Hillary Clinton's claim at a fundraiser that half of Donald Trump's supporters fit into a "basket of deplorables" prompted a swift and negative reaction from Republicans, including denunciations and calls for her to apologise.
The comments echoed an accusation that Clinton had levied previously - that Trump appeals to and amplifies racist, xenophobic and anti-Semitic viewpoints. But Clinton triggered a fresh controversy by claiming that "half" of Trump's supporters fit that description.
At a key moment in the campaign, when both candidates are trying to sharpen their focus for the final, post-Labour Day sprint, Clinton's remarks took attention from Trump's spate of gaffes last week and also from her own effort to turn the public's attention to her qualifications for office and vision for the nation.
"You know, to just be grossly generalistic, you could put half of Trump's supporters into what I call the 'basket of deplorables'. Right?" Clinton said to applause and laughter from supporters at the LGBT for Hillary fundraiser in New York. "The racist, sexist, homophobic, xenophobic, Islamophobic - you name it." She continued: "He has given voice to their websites that used to only have 11,000 people - now have 11 million. He tweets and retweets their offensive, hateful, mean-spirited rhetoric. Now, some of those folks - they are irredeemable, but thankfully they are not America." Condemnation came swiftly from Trump's allies and from the candidate himself, who on Twitter called the remarks "so insulting" and predicted that Clinton would pay a price in the polls.
In a statement issued later, Trump said that Clinton's "true feelings" had come out. "How can she be President of our country when she has such contempt and disdain for so many great Americans?" Trump said. "Hillary Clinton should be ashamed of herself." Trump's campaign manager, Kellyanne Conway, called for Clinton to apologise, something that Trump himself has never done in the face of controversy. Indiana Governor Mike Pence, Trump's running-mate, also weighed in, comparing Clinton's remarks to President Barack Obama's controversial 2008 comments about people who "cling to guns or religion". Others compared the remark to 2012 Republican nominee Mitt Romney's infamous "47 per cent" comment.
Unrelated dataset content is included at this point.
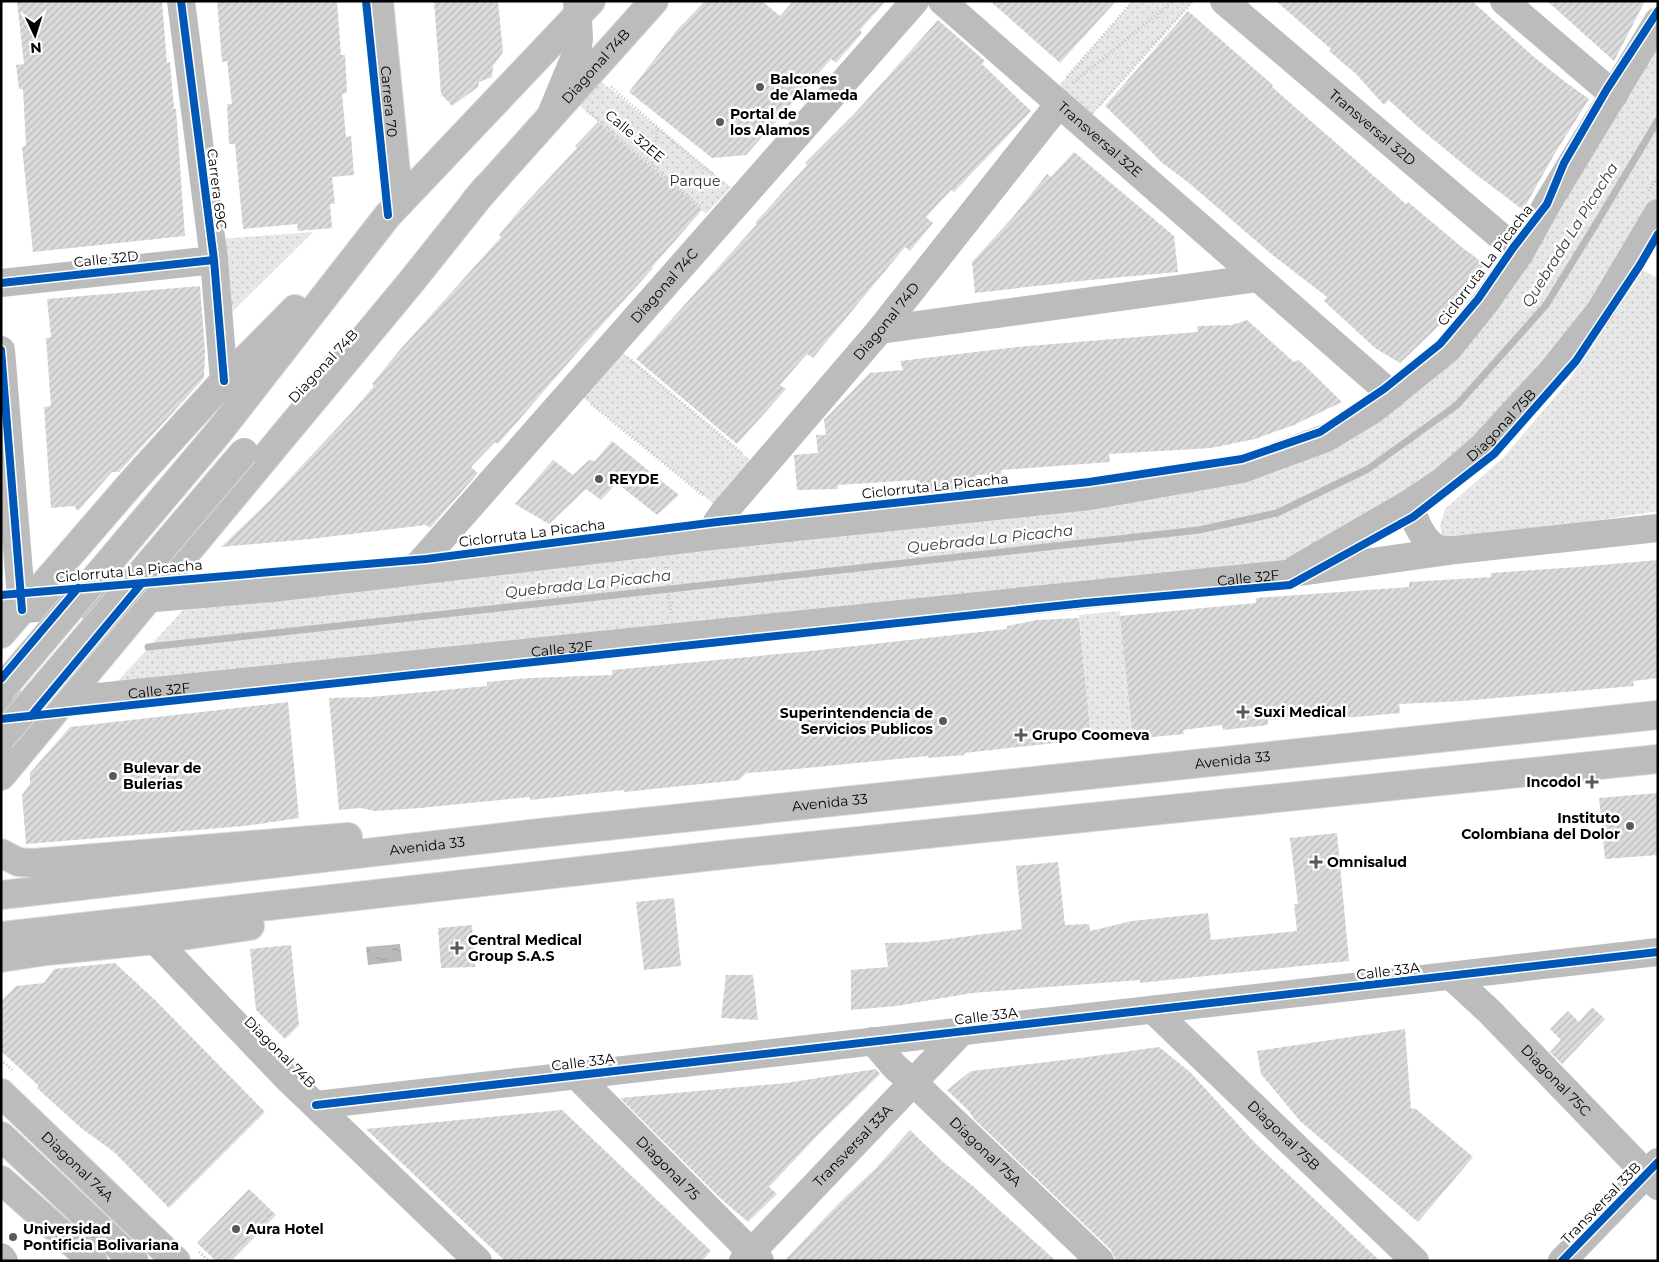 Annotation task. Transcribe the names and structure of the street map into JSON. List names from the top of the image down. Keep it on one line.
{"streets":{"street":["Diagonal 74B","Carrera 70","Transversal 32D","Transversal 32E","Carrera 69C","Calle 32D","Diagonal 74C","Diagonal 74D","Diagonal 75B","Calle 32F","Avenida 33","Calle 33A","Diagonal 75C","Transversal 33A","Diagonal 75A","Diagonal 74A","Diagonal 75","Transversal 33B"],"path":["Calle 32EE"],"cycle path":["Ciclorruta La Picacha"]},"crossings":[["Diagonal 74B","Calle 33A"],["Calle 32EE","Diagonal 74C"],["Transversal 32E","Diagonal 74D"],["Carrera 69C","Calle 32D"],["Diagonal 75B","Calle 32F"],["Diagonal 75B","Calle 33A"],["Calle 33A","Diagonal 75C"],["Calle 33A","Transversal 33A"],["Calle 33A","Diagonal 75A"],["Calle 33A","Diagonal 75"],["Diagonal 75C","Transversal 33B"],["Transversal 33A","Diagonal 75A"],["Transversal 33A","Diagonal 75"]],"water":["Quebrada La Picacha"],"parks":["Parque"],"places":{"other":["Balcones de Alameda","Portal de los Alamos","REYDE","Superintendencia de Servicios Publicos","Bulevar de Bulerias","Instituto Colombiana del Dolor","Aura Hotel","Universidad Pontificia Bolivariana"],"health":["Suxi Medical","Grupo Coomeva","Incodol","Omnisalud","Central Medical Group S.A.S"]},"north":"bottom"} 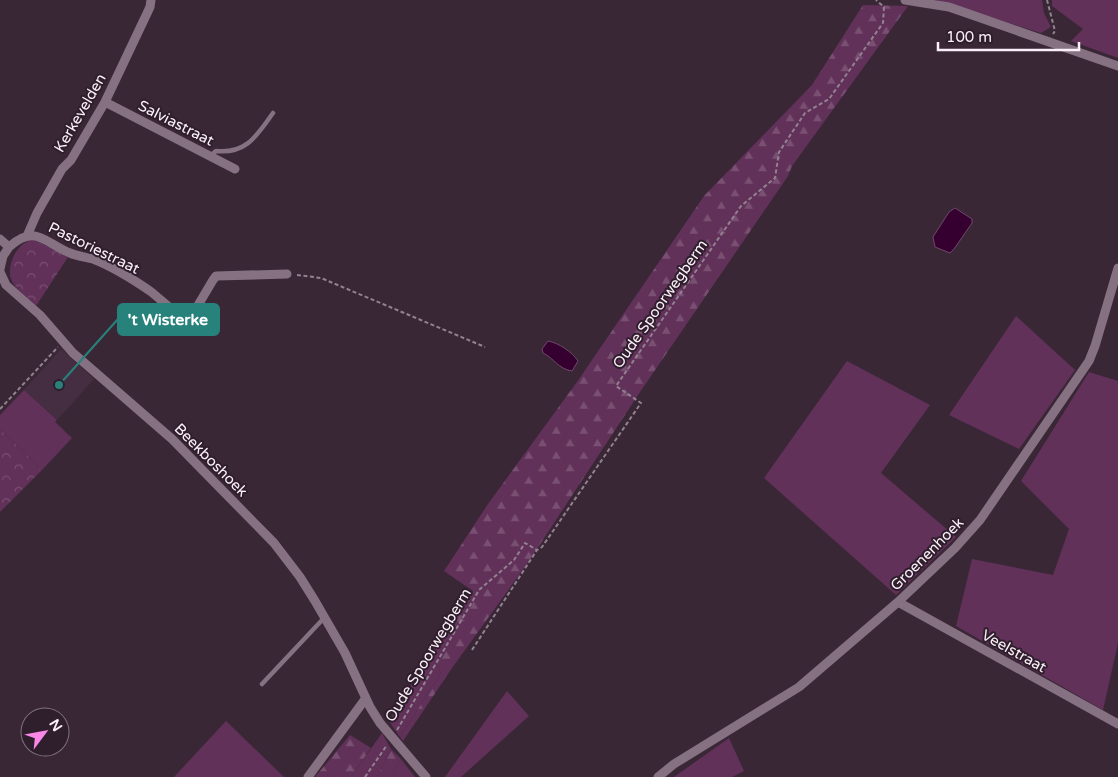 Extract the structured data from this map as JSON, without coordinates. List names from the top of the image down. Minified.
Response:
{"streets":{"street":["Kerkevelden","Salviastraat","Pastoriestraat","Beekboshoek","Groenenhoek","Veelstraat"],"path":["Oude Spoorwegberm"]},"crossings":[["Kerkevelden","Salviastraat"],["Kerkevelden","Pastoriestraat"],["Pastoriestraat","Beekboshoek"],["Oude Spoorwegberm","Beekboshoek"],["Groenenhoek","Veelstraat"]],"places":["'t Wisterke"],"scale_bar":"100 m","north":"top right"} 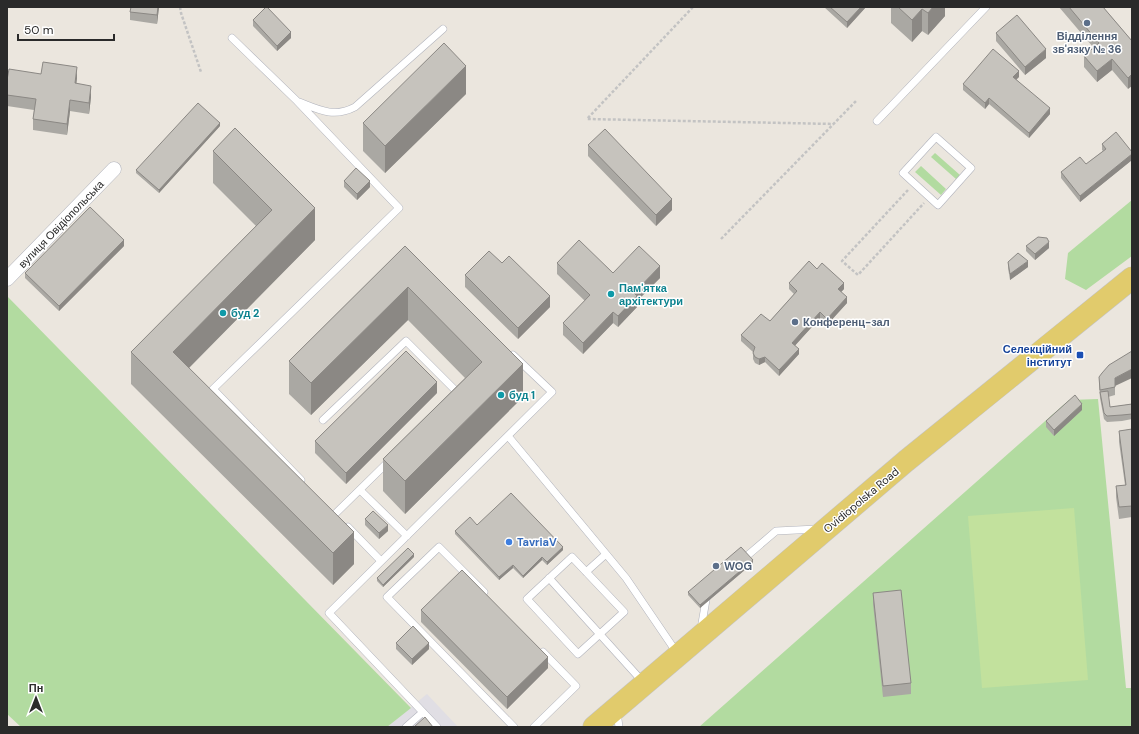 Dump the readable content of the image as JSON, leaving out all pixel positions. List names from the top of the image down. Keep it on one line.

The Trump campaign sought to use the comparison to further define Clinton.
Clinton issued a statement saying that she regretted using the word "half" to describe the Trump supporters she was referring to.
"That was wrong," Clinton said. "But let's be clear, what's really 'deplorable' is that Donald Trump hired a major advocate for the so-called 'alt-right' movement to run his campaign and that David Duke and other white supremacists see him as a champion of their values." Clinton blasted Trump specifically for his feud with the family of a Muslim American Army officer who died in Iraq, his attacks against a Hispanic federal judge hearing two cases against him and his prominent role in the "birther" movement promoting the idea that Obama was not born in the United States.
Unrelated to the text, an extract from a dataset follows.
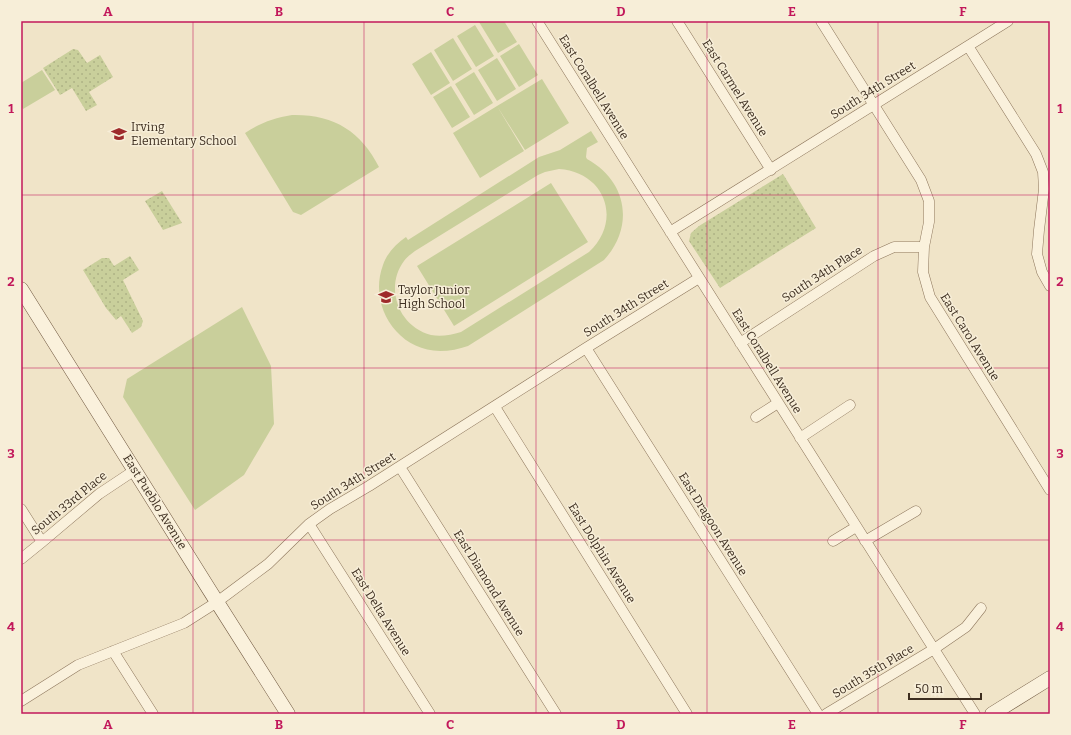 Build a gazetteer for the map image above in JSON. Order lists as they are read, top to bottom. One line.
{"streets":{"street":["East Coralbell Avenue","East Carmel Avenue","South 34th Street","South 34th Place","East Carol Avenue","East Pueblo Avenue","South 33rd Place","East Dragoon Avenue","East Dolphin Avenue","East Diamond Avenue","East Delta Avenue","South 35th Place"]},"crossings":[["East Coralbell Avenue","South 34th Street"],["East Coralbell Avenue","South 34th Place"],["East Coralbell Avenue","South 35th Place"],["East Carmel Avenue","South 34th Street"],["South 34th Street","East Carol Avenue"],["South 34th Street","East Pueblo Avenue"],["South 34th Street","East Dragoon Avenue"],["South 34th Street","East Dolphin Avenue"],["South 34th Street","East Diamond Avenue"],["South 34th Street","East Delta Avenue"],["South 34th Place","East Carol Avenue"],["East Pueblo Avenue","South 33rd Place"]],"places":{"school or university":["Irving Elementary School","Taylor Junior High School"]},"scale_bar":"50 m","grid":{"columns":["A","B","C","D","E","F"],"rows":["1","2","3","4"]}} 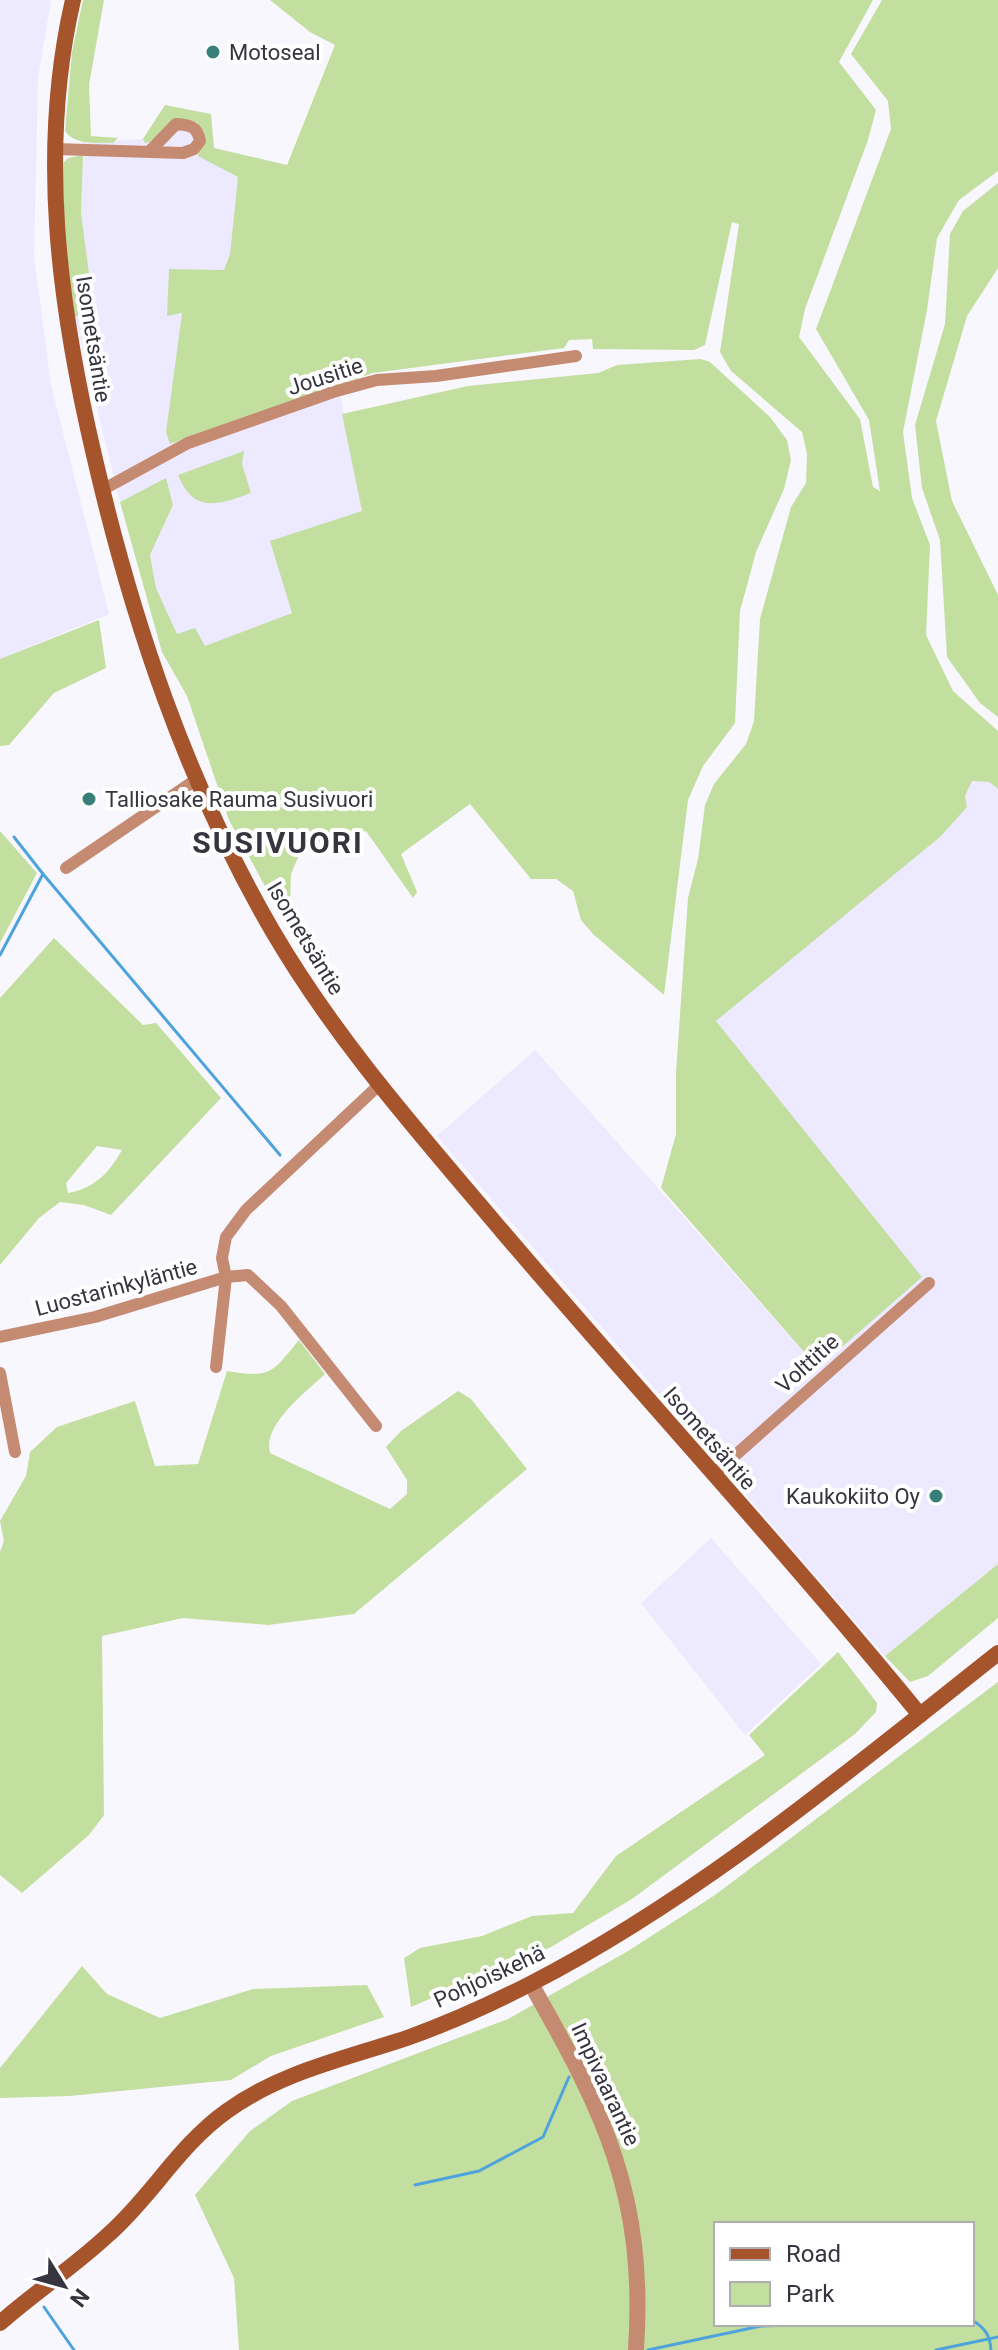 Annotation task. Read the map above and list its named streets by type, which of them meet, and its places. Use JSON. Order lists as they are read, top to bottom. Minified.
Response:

In her remarks at the fundraiser, Clinton also called for empathy for the other "half" of Trump's supporters.
"That other basket of people are people who feel that the government has let them down, the economy has let them down, nobody cares about them, nobody worries about what happens to their lives and their futures, and they're just desperate for change," Clinton said. "It doesn't really even matter where it comes from. Those are people we have to understand and empathise with as well."
A new Washington Post poll shows Clinton with a 46 per cent to 41 percent edge over Trump among likely voters. Clinton's lead swells to 10 percentage points among the wider swath of registered voters, 45 per cent to 35 per cent, similar to her 45 per cent to 37 per cent edge last month.
Let's spare the phony outrage
Hillary Clinton should not have described "half" of Donald Trump's supporters as deplorable. People have all kinds of reasons for supporting their candidate.
But if there is one group of people who should take their outrage about Clinton's comments and stuff it in a very dark place, it's Trump and his paid apologists.
Every reporter and commentator closely following this race knows Trump's campaign is fuelled, at least to some degree, by tacit or even overt appeals to bigotry or efforts to encourage a sense among many Trump backers that white identity and white America are under siege. Poll after poll has shown that majorities or pluralities of Republican voters support Trump's proposed temporary ban on Muslims from entering the US and mass deportations.
This flap leads us back into the question at the heart of Trumpism. Are Trump's appeals resonating because of many voters' own bigotry? Or is their susceptibility to bigoted appeals rooted in legitimate economic and cultural grievances?
Clinton should not have overgeneralised and called all these voters "deplorables". But the underlying argument that Trump is running a bigoted campaign that tries to prey on legitimate grievances and bigotry alike by scapegoating minority groups is inarguable.